Shivam Chauhan had gone missing from Etori village under the jurisdiction of Sonikpur police station. His story, however, ended on a happy note, with his father Ramlauten arriving here to take him back home on August 3.
This comes weeks after a 19-year-old mentally challenged boy, Mohammad Amir, was restored to his family in Jabalpur after seven years of foster care by a Hindu family here. Amir’s identity was established when his foster parents tried to get his Aadhaar card done. After frequent rejections, authorities at the government Aadhaar Seva Kendra (ASK) here investigated his case to find that his Aadhaar card was already made years ago. This helped identify his family, leading to Amir being reunited with his parents on July 12.

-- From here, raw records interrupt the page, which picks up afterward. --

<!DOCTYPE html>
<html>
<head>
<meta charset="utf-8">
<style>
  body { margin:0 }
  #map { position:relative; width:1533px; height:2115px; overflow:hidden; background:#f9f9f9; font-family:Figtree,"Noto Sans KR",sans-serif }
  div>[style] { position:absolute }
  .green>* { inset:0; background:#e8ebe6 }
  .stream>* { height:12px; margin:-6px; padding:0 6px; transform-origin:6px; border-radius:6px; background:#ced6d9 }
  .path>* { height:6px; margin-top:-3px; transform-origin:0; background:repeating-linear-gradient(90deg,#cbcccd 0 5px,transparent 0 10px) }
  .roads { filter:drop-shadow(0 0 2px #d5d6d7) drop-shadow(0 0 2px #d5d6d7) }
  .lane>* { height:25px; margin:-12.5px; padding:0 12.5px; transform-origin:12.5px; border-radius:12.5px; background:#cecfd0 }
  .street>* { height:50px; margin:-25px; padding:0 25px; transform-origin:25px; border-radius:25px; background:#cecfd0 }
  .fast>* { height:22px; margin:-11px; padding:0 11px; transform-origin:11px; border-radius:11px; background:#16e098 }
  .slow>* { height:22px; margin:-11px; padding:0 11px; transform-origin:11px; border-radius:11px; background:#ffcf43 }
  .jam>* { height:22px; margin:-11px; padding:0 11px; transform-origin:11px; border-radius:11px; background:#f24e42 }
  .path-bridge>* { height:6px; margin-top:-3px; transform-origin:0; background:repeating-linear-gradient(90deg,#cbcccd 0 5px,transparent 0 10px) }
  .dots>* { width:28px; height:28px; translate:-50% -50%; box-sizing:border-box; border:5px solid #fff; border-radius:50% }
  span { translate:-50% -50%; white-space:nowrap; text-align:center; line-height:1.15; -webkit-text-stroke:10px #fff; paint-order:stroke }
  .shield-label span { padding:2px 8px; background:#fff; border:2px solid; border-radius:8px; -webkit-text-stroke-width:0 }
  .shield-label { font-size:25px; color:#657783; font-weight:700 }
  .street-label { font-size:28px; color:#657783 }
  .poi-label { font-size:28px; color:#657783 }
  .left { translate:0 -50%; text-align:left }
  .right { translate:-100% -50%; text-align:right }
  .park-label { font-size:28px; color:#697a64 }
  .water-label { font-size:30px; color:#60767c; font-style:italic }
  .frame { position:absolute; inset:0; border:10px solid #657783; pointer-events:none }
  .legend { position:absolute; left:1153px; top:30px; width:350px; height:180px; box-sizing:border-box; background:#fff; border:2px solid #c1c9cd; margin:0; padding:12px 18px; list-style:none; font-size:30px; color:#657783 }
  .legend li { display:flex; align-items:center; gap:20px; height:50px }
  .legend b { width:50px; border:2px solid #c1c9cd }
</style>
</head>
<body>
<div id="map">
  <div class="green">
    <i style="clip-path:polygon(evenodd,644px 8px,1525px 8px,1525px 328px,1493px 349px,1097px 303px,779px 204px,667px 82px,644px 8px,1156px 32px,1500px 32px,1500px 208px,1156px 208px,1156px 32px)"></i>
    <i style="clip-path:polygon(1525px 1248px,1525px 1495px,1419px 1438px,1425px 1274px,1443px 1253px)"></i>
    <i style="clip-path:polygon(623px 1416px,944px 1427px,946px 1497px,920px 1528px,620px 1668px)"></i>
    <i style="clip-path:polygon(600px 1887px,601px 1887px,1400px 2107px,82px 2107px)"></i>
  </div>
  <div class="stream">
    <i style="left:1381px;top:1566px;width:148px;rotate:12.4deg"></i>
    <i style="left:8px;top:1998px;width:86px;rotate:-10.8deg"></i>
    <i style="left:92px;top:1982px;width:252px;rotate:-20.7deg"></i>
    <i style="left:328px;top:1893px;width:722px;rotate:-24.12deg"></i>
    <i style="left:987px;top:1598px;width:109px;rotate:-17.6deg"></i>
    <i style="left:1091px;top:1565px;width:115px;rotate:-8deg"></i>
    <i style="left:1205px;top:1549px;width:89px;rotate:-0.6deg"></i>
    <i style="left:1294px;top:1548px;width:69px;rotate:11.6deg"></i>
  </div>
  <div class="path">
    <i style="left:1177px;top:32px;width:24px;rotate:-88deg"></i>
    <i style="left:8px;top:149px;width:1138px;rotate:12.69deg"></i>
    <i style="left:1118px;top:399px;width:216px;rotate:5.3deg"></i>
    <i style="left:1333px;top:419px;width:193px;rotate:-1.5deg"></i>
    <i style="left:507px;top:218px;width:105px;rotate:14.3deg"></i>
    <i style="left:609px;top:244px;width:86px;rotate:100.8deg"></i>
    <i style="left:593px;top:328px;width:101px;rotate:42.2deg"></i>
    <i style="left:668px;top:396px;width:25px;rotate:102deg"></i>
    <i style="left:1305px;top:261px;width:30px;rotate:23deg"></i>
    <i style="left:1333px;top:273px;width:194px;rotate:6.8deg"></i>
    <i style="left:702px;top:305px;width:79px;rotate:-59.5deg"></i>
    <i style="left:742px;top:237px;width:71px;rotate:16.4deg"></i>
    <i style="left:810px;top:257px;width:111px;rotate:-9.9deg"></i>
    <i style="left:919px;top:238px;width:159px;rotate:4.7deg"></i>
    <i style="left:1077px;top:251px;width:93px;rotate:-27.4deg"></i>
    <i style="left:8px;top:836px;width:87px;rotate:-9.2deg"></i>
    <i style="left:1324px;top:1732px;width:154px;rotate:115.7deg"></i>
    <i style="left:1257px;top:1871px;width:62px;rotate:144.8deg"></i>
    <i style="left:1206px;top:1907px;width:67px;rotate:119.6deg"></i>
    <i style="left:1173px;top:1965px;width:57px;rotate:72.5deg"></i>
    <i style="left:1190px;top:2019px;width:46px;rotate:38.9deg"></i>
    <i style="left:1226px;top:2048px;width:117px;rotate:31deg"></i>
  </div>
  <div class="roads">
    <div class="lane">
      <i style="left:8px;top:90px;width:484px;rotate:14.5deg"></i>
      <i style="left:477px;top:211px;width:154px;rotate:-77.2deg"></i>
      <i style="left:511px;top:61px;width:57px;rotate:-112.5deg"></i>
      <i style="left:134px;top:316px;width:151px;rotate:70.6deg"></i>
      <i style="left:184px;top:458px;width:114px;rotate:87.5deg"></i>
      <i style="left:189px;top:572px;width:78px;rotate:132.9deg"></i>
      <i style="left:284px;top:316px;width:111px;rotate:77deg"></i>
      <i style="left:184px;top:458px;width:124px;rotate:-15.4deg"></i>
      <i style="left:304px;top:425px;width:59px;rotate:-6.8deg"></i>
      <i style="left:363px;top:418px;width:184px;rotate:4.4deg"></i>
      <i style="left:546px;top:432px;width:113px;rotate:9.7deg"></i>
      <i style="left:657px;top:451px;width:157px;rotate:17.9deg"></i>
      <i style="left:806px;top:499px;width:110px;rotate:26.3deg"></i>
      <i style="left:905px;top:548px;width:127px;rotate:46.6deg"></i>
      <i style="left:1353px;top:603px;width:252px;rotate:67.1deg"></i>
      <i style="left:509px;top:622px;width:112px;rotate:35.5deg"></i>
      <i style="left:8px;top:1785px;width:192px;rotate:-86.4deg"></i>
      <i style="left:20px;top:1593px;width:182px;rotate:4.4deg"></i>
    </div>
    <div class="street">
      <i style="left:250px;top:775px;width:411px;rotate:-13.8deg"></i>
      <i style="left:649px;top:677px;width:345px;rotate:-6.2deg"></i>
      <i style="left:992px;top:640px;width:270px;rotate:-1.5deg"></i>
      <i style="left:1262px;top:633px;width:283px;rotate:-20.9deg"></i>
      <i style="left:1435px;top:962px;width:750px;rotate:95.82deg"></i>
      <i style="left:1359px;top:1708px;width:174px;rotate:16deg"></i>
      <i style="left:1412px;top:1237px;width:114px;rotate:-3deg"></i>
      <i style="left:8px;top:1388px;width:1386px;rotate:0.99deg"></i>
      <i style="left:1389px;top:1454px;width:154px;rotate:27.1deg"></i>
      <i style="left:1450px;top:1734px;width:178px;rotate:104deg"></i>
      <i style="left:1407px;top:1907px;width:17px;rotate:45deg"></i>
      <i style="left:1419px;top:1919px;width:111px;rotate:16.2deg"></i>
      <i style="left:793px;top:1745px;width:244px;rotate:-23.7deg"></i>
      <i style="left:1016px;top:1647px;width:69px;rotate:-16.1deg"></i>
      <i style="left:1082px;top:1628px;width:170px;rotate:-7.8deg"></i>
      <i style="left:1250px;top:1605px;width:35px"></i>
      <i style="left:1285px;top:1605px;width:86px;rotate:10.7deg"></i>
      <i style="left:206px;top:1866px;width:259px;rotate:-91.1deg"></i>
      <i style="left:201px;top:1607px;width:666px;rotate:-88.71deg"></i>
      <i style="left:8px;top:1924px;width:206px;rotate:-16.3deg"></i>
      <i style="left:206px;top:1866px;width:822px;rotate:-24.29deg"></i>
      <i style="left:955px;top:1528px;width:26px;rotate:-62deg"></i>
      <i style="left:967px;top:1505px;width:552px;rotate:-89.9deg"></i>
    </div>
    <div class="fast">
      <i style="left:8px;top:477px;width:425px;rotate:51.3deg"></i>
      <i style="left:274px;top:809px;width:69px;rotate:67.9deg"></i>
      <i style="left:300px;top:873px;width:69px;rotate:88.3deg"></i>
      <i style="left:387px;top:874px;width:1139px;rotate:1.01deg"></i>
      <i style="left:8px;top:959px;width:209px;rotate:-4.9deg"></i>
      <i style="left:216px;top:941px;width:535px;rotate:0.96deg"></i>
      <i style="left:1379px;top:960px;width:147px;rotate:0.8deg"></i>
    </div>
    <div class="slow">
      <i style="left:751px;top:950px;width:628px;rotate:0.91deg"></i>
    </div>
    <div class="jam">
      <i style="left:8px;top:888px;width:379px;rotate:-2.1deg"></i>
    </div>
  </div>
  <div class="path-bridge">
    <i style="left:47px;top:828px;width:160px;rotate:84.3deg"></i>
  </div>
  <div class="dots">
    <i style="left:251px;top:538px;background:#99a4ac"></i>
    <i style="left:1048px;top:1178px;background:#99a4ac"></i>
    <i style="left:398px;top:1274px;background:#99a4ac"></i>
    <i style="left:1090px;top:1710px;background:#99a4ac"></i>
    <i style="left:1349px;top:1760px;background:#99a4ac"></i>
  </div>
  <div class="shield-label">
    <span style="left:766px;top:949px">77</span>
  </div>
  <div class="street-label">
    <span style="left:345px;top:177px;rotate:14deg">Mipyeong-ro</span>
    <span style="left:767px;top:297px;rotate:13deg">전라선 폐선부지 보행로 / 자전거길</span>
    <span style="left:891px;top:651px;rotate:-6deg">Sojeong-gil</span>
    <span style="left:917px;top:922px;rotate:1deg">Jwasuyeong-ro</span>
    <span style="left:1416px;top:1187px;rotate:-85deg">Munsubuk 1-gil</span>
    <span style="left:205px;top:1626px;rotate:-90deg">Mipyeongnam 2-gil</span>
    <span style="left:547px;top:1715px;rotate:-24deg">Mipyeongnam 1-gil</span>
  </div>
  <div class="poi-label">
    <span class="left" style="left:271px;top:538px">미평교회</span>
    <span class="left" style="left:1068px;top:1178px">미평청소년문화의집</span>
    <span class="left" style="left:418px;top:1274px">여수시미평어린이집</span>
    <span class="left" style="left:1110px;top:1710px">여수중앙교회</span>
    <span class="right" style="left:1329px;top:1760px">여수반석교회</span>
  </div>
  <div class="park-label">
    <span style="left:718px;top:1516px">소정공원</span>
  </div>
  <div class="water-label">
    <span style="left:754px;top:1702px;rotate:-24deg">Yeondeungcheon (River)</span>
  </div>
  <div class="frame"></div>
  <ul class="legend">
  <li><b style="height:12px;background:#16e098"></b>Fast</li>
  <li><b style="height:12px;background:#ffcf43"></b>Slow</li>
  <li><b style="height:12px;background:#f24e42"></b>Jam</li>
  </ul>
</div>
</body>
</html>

“After Amir’s case, we were happy to have found Shivam’s family through Aadhaar database. These cases underscore the utility of the system of Aadhaar registration of citizens,” said Centre Manager of Nagpur ASK Anil Marathe.
“Shivam landed at Nagpur railway station about three years ago. Unable to establish his identity because he was hearing and speech impaired, the railway police handed him over to Government Children’s Home for Boys. Superintendent of the children’s home Vinod Daberao approached us for help on June 16 after repeated failure of Shivam’s Aadhaar card-making process. Like in Amir’s case, we sent his details to the Aadhaar centre in Bengaluru. It was revealed that Shivam’s Aadhaar card was already made. After tallying his biometrics and photographs, his family was traced to Etori village in Jaunpur district,” said Marathe.
Daberao contacted Sonikpur police station and provided Shivam’s Aadhaar card details to seek his parents’ contact. Soon, the family was informed about their lost son.
Asked why they couldn’t trace his origin for three years, Daberao said, “Proper communication with him was impaired. He didn’t understand sign language, so the language expert that we had brought to communicate with him couldn’t extract anything substantial.”
When contacted, Ramlauten said, “The whole family is overwhelmed by Shivam’s return. We are thankful to people in Nagpur for keeping him safe and healthy.”
The family did not register any police complaint after Shivam went missing. “We searched for him for six months but didn’t file a police complaint as we thought it would be of no help,” Ramlauten, a fruit vendor, said.
Asked how Shivam might have landed up in Nagpur, Ramlauten said, “His three elder brothers worked in Mumbai. So he might have thought that he would also go to Mumbai. He might have boarded a train from Mehrava railway station, about 1.5 km from our village.”
Ramlauten and wife Usha have now decided to put Shivam in a school for hearing and speech impaired children. “It will ensure that he can communicate with anyone,” Ramlauten said.